My model of Atlassian business model goes like this: Take a popular open-source product, and make a crappy version of it with half the functionality and inconsistent UI, but make it possible to create plugins and sell them at your marketplace (where you take a cut). Then sell it for lots of money, and when anyone asks whether it has some functionality X, say “there is a marketplace with many plugins, I am sure there are many high-quality implementations of X”. Write in the contract that you only provide support for the basic installation without any plugins; if plugins are installed, proper functioning of the system is no longer your responsibility, and the customer should call the author of the plugin instead!
This seems to somehow work in practice.

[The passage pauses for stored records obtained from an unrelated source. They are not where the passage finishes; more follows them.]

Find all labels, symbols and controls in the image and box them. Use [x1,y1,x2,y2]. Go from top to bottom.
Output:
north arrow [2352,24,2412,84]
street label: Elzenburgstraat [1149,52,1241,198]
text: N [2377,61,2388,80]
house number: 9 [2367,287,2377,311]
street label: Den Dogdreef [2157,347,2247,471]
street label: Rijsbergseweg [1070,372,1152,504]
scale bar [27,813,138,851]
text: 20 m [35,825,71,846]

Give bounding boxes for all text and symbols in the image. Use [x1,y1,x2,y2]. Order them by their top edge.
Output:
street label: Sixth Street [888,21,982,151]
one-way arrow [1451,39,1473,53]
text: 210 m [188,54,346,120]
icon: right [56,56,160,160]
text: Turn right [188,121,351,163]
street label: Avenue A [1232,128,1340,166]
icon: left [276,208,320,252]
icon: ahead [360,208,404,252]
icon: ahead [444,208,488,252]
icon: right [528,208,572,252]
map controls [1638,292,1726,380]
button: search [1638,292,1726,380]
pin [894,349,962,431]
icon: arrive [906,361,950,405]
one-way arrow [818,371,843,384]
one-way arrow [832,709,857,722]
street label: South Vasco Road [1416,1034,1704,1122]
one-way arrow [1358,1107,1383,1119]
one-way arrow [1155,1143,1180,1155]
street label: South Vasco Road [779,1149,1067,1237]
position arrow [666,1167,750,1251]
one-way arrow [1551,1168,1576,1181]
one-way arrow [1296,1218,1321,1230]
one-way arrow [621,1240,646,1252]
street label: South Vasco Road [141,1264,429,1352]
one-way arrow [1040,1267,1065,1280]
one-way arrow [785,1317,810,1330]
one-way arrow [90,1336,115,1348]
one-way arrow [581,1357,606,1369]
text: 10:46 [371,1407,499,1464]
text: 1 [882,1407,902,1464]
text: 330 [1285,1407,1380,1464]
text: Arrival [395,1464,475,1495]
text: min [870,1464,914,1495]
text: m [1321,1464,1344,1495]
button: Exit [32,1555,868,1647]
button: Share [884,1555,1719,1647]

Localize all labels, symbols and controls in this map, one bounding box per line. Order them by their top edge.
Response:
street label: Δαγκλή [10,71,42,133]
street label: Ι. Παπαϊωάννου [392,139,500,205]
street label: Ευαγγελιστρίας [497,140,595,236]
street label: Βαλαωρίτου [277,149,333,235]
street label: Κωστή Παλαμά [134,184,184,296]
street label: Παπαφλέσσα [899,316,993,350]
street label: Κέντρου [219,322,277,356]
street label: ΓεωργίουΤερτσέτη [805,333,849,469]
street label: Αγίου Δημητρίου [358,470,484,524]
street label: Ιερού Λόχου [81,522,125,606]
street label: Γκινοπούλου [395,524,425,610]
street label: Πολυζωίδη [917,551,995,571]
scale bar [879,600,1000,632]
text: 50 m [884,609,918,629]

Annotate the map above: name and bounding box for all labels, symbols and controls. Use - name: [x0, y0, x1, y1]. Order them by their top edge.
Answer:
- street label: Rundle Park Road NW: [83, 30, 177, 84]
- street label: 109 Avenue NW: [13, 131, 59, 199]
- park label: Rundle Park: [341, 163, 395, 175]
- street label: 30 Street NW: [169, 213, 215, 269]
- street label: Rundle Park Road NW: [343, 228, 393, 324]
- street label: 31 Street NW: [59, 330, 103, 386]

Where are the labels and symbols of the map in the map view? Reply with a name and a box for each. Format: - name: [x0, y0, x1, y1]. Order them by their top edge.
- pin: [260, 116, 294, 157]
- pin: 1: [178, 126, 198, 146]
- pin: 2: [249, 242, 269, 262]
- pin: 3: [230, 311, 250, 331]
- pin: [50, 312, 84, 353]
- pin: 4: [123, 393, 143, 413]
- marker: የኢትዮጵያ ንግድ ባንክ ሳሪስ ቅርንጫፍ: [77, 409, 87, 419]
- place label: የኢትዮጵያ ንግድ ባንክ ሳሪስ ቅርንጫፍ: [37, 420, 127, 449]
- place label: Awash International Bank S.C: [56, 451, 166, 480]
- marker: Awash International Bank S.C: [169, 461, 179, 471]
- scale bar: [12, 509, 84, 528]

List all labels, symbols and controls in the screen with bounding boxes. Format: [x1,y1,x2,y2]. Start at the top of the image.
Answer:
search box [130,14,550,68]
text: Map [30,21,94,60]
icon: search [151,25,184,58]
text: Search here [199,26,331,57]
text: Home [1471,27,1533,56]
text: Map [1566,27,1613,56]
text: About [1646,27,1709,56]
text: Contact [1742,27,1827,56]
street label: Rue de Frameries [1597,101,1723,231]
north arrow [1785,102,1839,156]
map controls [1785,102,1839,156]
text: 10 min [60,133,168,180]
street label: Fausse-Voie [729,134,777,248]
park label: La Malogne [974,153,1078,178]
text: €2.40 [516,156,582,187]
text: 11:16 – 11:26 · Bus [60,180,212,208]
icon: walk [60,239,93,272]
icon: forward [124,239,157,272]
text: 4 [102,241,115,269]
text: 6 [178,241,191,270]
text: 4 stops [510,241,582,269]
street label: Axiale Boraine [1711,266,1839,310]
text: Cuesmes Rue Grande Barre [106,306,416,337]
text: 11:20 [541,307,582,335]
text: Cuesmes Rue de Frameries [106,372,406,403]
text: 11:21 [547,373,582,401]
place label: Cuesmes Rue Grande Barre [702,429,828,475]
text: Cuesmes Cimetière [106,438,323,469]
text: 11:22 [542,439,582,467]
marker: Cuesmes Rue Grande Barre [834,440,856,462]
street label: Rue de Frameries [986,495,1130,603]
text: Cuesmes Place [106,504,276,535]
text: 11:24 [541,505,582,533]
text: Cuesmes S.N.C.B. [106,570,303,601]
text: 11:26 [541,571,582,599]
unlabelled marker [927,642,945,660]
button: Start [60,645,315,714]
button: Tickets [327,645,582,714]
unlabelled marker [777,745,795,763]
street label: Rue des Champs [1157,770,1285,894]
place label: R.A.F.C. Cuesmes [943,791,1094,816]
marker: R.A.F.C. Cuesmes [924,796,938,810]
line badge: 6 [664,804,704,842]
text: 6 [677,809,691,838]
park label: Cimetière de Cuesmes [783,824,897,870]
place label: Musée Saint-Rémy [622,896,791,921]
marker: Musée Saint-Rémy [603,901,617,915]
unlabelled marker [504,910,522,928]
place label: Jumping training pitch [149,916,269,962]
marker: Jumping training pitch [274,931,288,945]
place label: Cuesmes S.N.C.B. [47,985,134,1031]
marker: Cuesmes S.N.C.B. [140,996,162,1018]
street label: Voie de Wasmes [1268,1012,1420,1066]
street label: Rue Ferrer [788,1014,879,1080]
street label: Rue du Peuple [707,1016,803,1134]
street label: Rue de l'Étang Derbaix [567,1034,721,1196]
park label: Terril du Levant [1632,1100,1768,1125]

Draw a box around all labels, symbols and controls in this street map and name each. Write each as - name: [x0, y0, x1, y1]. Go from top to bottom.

On one hand, you can check the checkbox “we provide support”, and also check the checkbox “our product supports X” when someone makes a plugin for X (so you soon provide more functionality than the original open-source project you copied… so when someone later proposes to replace your product with open-source, some manager will ask “but does the open-source solution provide integration with SharePoint?” or something like that), but when the customer installs the plugin for X, the support is no longer your problem. In theory, your product can be configured to do anything, but in practice, the customer is supposed to configure it in their own time, which most customers will refuse to do (somehow, spending $100,000 to buy your software is okay, but spending $10,000 to pay their employee his salary until he figures out how to configure it properly is not), so most customers will use the default settings, or the default settings plus a plugin. (And the integration with SharePoint does not work anyway, but no one is complaining about that, because the people who actually use the software do not care about SharePoint integration.)
This is too cynical, but I haven’t heard a better explanation that would fit the known data.
Sounds like a plugin-centric version of embrace and extend.